Wednesday marks the sixth and final day of a truce between Hamas and Israel that was facilitated by Qatar. Humanitarians have urged the warring sides to support repeated international calls to extend the pause in fighting, which has facilitated the reported release of at least 85 hostages by Hamas, and of more than 180 Palestinian prisoners by Israel.

The pause has also enabled humanitarian actors, primarily the Egyptian and Palestinian Red Crescent Societies and UN agencies, to “enhance” desperately needed aid deliveries into and across Gaza, according to aid coordination office, OCHA.

The UN office’s latest aid update noted that a Palestine Red Crescent Society convoy had reached the north on Tuesday carrying food, medical supplies, water, and non-food items, although the bulk of aid distribution has focused on the south, where most displaced Gazans now live.

Aid workers’ courage

In a statement, UNRWA said that on Monday a six-truck convoy had reached Jabalia, the largest and most built-up refugee camp in Gaza, located north of Gaza City. 

UNRWA colleagues in Jabalia continue to serve their communities day in, day out, including one of the agency’s sanitation services chiefs – “despite the unspeakable grief of his wife and daughter being killed”, said Mr.

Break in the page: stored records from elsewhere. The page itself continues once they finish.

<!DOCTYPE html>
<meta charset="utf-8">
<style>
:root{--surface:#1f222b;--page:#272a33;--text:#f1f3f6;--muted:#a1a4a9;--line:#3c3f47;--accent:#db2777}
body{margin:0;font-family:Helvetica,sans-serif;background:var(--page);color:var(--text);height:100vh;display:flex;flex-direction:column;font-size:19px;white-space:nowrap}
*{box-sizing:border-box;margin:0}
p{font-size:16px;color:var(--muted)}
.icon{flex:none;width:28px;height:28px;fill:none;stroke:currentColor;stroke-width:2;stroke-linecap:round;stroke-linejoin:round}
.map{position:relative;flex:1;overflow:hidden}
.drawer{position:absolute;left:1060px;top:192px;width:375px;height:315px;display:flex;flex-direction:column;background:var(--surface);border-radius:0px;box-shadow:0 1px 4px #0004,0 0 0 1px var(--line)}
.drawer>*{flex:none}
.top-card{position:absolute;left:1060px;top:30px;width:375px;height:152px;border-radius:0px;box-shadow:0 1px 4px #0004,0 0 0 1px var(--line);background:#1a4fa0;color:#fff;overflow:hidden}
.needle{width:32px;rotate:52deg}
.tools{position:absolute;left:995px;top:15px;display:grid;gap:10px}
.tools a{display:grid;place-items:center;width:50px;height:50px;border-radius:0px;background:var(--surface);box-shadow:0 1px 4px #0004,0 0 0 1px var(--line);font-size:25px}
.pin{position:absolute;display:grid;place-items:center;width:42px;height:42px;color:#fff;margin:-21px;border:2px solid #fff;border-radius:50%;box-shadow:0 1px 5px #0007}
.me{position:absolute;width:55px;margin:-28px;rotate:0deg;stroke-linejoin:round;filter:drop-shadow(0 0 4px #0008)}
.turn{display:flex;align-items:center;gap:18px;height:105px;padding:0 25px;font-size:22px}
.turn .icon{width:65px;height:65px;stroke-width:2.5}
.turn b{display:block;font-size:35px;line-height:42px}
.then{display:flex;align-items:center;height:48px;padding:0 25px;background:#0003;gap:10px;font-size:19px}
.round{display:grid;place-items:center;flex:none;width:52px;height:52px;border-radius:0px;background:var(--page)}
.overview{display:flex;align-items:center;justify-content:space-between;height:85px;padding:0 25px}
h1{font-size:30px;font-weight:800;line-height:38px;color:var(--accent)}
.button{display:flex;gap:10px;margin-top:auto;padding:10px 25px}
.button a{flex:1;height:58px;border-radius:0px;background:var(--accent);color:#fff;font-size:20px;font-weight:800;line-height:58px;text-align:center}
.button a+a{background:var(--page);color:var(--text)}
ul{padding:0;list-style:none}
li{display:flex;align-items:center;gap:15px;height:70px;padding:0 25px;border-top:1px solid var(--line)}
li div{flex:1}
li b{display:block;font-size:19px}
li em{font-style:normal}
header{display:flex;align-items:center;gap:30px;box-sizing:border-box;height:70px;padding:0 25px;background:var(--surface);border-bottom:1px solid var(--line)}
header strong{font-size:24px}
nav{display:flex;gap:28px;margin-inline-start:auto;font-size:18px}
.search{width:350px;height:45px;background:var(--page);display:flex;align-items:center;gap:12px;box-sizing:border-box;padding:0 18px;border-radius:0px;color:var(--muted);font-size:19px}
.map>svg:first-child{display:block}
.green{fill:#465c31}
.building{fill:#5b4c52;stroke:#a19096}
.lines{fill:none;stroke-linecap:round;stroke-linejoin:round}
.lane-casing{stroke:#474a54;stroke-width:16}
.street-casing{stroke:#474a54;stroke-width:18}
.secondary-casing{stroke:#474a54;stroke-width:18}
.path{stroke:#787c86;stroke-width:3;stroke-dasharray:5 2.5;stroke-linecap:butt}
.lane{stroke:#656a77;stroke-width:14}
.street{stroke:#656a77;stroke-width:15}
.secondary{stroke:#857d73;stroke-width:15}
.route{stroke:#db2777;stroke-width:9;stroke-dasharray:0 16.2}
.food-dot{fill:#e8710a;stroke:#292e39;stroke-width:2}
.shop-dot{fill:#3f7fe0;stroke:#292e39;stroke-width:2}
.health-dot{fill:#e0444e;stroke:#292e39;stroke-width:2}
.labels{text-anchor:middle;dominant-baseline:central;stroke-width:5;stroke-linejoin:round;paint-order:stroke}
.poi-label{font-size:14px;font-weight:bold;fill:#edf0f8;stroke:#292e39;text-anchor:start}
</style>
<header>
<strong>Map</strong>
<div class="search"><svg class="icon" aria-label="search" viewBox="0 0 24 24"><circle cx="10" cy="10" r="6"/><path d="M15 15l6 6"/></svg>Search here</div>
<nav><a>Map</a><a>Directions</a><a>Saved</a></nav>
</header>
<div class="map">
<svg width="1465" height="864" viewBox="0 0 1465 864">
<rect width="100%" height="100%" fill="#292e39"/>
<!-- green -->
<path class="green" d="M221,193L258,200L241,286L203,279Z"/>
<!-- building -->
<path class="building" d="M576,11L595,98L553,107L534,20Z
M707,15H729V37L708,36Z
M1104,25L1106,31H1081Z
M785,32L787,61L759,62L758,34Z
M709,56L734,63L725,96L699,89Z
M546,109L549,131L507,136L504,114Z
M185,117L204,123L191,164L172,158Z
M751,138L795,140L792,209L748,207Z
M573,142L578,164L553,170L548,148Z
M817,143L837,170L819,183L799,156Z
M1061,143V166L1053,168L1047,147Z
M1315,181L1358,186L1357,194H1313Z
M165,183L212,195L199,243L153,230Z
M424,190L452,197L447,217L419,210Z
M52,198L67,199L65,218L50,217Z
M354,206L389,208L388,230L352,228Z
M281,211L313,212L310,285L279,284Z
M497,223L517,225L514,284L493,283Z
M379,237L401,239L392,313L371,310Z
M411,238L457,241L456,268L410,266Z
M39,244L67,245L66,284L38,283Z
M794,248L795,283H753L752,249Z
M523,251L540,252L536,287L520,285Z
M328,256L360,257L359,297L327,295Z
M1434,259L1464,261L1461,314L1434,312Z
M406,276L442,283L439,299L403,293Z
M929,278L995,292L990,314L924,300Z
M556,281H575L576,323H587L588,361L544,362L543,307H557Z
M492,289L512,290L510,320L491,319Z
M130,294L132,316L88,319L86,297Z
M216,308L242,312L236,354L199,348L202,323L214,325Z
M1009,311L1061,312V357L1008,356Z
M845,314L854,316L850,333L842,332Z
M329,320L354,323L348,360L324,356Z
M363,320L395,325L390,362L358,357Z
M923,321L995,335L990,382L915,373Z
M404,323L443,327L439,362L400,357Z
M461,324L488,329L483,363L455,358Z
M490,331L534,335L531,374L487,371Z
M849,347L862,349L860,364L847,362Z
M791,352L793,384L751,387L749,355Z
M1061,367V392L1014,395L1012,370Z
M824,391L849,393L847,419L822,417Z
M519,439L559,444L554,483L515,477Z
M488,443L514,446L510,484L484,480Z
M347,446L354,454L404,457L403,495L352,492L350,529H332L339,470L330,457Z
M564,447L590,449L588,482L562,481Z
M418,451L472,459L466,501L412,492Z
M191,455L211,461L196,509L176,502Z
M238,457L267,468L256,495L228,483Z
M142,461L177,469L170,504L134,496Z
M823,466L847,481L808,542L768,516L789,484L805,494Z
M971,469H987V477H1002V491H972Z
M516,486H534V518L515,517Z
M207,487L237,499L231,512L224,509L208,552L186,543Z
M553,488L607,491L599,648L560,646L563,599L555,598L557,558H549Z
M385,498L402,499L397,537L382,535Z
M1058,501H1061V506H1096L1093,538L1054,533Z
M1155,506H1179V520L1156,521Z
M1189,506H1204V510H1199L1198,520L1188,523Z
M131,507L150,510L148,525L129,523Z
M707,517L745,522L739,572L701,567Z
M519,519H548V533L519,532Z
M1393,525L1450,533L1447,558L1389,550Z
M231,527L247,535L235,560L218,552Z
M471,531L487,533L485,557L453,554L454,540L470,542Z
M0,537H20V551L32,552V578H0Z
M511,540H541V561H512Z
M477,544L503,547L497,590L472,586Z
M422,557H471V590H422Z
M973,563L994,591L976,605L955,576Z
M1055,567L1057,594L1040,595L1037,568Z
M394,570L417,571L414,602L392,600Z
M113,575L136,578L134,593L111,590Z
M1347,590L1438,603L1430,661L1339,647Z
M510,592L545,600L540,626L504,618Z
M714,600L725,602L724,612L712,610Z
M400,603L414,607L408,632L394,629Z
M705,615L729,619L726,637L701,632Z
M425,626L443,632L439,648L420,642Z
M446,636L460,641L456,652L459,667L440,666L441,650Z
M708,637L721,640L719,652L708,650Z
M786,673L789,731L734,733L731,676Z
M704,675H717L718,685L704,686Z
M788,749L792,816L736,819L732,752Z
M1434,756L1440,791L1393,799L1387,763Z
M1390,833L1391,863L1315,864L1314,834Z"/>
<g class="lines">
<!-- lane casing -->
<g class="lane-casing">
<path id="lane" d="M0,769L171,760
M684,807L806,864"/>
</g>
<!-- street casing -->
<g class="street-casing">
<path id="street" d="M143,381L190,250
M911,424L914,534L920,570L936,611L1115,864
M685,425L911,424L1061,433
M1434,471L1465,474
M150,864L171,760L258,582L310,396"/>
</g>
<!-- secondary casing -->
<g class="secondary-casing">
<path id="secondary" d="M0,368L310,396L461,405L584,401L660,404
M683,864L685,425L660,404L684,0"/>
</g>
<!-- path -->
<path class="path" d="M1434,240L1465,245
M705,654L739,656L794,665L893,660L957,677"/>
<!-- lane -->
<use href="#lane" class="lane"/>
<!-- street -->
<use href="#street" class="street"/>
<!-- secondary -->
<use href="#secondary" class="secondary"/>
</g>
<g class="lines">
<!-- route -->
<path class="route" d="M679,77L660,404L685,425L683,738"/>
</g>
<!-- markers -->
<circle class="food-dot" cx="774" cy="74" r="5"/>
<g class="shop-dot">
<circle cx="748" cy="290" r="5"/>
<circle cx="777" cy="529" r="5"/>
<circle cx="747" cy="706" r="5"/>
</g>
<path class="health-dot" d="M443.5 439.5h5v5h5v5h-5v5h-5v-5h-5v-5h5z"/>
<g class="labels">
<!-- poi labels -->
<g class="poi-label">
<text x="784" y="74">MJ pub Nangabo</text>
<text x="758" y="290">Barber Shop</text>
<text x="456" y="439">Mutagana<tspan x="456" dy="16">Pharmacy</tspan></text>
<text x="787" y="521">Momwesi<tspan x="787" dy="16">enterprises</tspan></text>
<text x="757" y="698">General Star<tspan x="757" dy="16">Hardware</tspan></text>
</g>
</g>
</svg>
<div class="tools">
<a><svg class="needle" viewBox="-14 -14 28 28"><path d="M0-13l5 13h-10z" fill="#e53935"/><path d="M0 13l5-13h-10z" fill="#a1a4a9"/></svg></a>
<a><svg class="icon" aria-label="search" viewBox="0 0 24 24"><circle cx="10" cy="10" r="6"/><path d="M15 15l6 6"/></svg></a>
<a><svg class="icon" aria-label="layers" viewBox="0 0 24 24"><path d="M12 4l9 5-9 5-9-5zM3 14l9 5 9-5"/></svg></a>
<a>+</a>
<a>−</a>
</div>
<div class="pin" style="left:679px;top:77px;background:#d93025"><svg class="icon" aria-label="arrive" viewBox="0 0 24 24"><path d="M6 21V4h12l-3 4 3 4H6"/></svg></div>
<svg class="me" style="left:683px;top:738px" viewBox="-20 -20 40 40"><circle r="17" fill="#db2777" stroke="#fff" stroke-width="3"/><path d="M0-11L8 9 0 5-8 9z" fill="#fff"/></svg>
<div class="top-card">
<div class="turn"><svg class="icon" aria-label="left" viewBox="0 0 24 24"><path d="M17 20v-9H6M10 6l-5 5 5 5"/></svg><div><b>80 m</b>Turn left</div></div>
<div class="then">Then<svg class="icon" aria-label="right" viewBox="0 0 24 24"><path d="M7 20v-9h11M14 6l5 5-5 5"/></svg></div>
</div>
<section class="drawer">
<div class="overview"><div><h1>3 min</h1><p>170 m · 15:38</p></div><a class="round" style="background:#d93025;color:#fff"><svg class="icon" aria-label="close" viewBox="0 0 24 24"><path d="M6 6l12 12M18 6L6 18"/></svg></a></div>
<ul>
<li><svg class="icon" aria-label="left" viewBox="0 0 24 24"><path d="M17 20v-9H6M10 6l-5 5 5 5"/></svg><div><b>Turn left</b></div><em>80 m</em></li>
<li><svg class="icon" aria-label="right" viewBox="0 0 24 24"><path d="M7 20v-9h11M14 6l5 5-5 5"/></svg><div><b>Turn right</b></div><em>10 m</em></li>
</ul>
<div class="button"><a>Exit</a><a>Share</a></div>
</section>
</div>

White.

Some 200 aid trucks have been able to cross into the enclave via Egypt every day since the pause in fighting came into force on Friday 24 November.

Images provided by UNRWA on X on Wednesday showed volunteers unloading sacks of supplies into a warehouse and a static fuel tank being filled.

More than 15,000 Gazans have been killed during Israeli airstrikes, according to the enclave’s health authorities, including about 6,000 children.

Tedros’s dire warning

In a related development, the head of the UN health agency issued a fresh warning on Wednesday about the high risk of diseases spreading among those displaced by the violence.

Writing on X, formerly Twitter, Tedros Adhanom Ghebreyesus reiterated dire assessments that “given the living conditions and lack of healthcare, more people could die from disease than bombings”.

Latest data from the World Health Organization (WHO) pointed to 111,000 acute respiratory infections, 75,000 cases of diarrhoea and tens of thousands of people suffering from scabies, lice, skin rashes and jaundice.

According to UNRWA, more than 1.8 million Gazans – around 80 per cent of the population in the enclave – have been displaced since Hamas’s terror attack on southern Israel on 7 October which left 1,200 dead and some 240 taken hostage.

The displaced had left their homes in the north, in line with an evacuation order issued by the Israeli Defense Forces, issued on 13 October.